Google Groups no longer supports new Usenet posts or subscriptions. Historical content remains viewable.
Dismiss

(setf (readtable-case *readtable*) :invert) completely preserves symbol case in CMUCL

75 views
Skip to first unread message

Adam Warner

unread,
May 26, 2002, 11:00:44 AM5/26/02
to
Hi all,

After trying to find a way to preserve symbol case in CMUCL I have
discovered that (setf (readtable-case *readtable*) :invert) preserves
symbol case perfectly (also without breaking existing lowercase code):

$ lisp
CMU Common Lisp release x86-linux 3.0.12 18d+ 23 May 2002 build 3350,
...

Loaded subsystems:
Python 1.0, target Intel x86
CLOS based on PCL version: September 16 92 PCL (f)
* (setf (readtable-case *readtable*) :invert)

:invert
* 'aa

aa
* 'AA

AA
* 'Aa

Aa
* :abc

:abc
* :Abc

:Abc
* :ABC

:ABC

This is a fantastic find because I wish to include the symbols in XHTML
output (which is case sensitive).

Can someone please comment on whether this behaviour accords with the
HyperSpec:

http://www.xanalys.com/software_tools/reference/HyperSpec/Body/23_ab.htm

When the readtable case is :invert, then if all of the unescaped
letters in the extended token are of the same case, those (unescaped)
letters are converted to the opposite case.

I'm thankful that all lowercase symbols are not converted to uppercase and
vice versa.
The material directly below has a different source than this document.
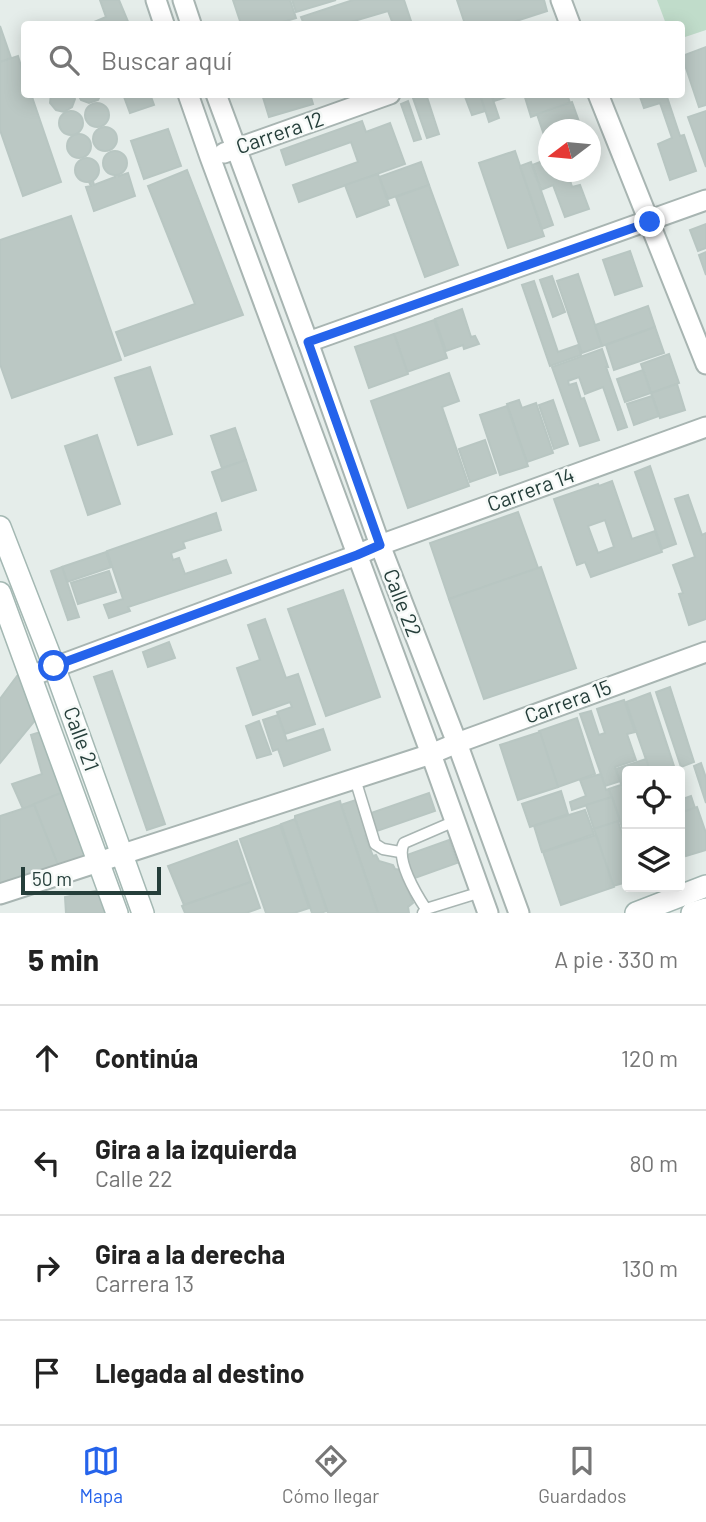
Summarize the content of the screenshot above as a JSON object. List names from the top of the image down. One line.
{"streets":{"main road":["Calle 21"],"street":["Carrera 12","Carrera 14","Calle 22","Carrera 15"]},"crossings":[["Carrera 12","Calle 22"],["Carrera 14","Calle 22"],["Carrera 14","Calle 21"],["Calle 22","Carrera 15"],["Carrera 15","Calle 21"]],"scale_bar":"50 m","north":"left","page":{"search":"Buscar aquí","scale":"50 m","heading":["5 min","A pie · 330 m"],"list":[["Continúa","120 m"],["Gira a la izquierda","Calle 22","80 m"],["Gira a la derecha","Carrera 13","130 m"],"Llegada al destino"],"nav":["Mapa","Cómo llegar","Guardados"]}}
Does this mean the CMUCL behaviour is non-standard (or what
has been called "modern" in other threads?)

Regards,
Adam

Erik Naggum

unread,
May 26, 2002, 11:33:22 AM5/26/02
to
* Adam Warner

| After trying to find a way to preserve symbol case in CMUCL I have
| discovered that (setf (readtable-case *readtable*) :invert) preserves
| symbol case perfectly (also without breaking existing lowercase code):

Try the following two forms and report your understanding of the
interaction of the symbol reader and the printer:

(mapcar #'symbol-name '(UPPER UPPER-lower lower))
(mapcar #'intern '("UPPER" "UPPER-lower" "lower"))

There is potential enligthenment here.
--
In a fight against something, the fight has value, victory has none.
In a fight for something, the fight is a loss, victory merely relief.

70 percent of American adults do not understand the scientific process.

Kalle Olavi Niemitalo

unread,
May 26, 2002, 11:46:12 AM5/26/02
to
Adam Warner <use...@consulting.net.nz> writes:

> I'm thankful that all lowercase symbols are not converted to uppercase and
> vice versa. Does this mean the CMUCL behaviour is non-standard (or what
> has been called "modern" in other threads?)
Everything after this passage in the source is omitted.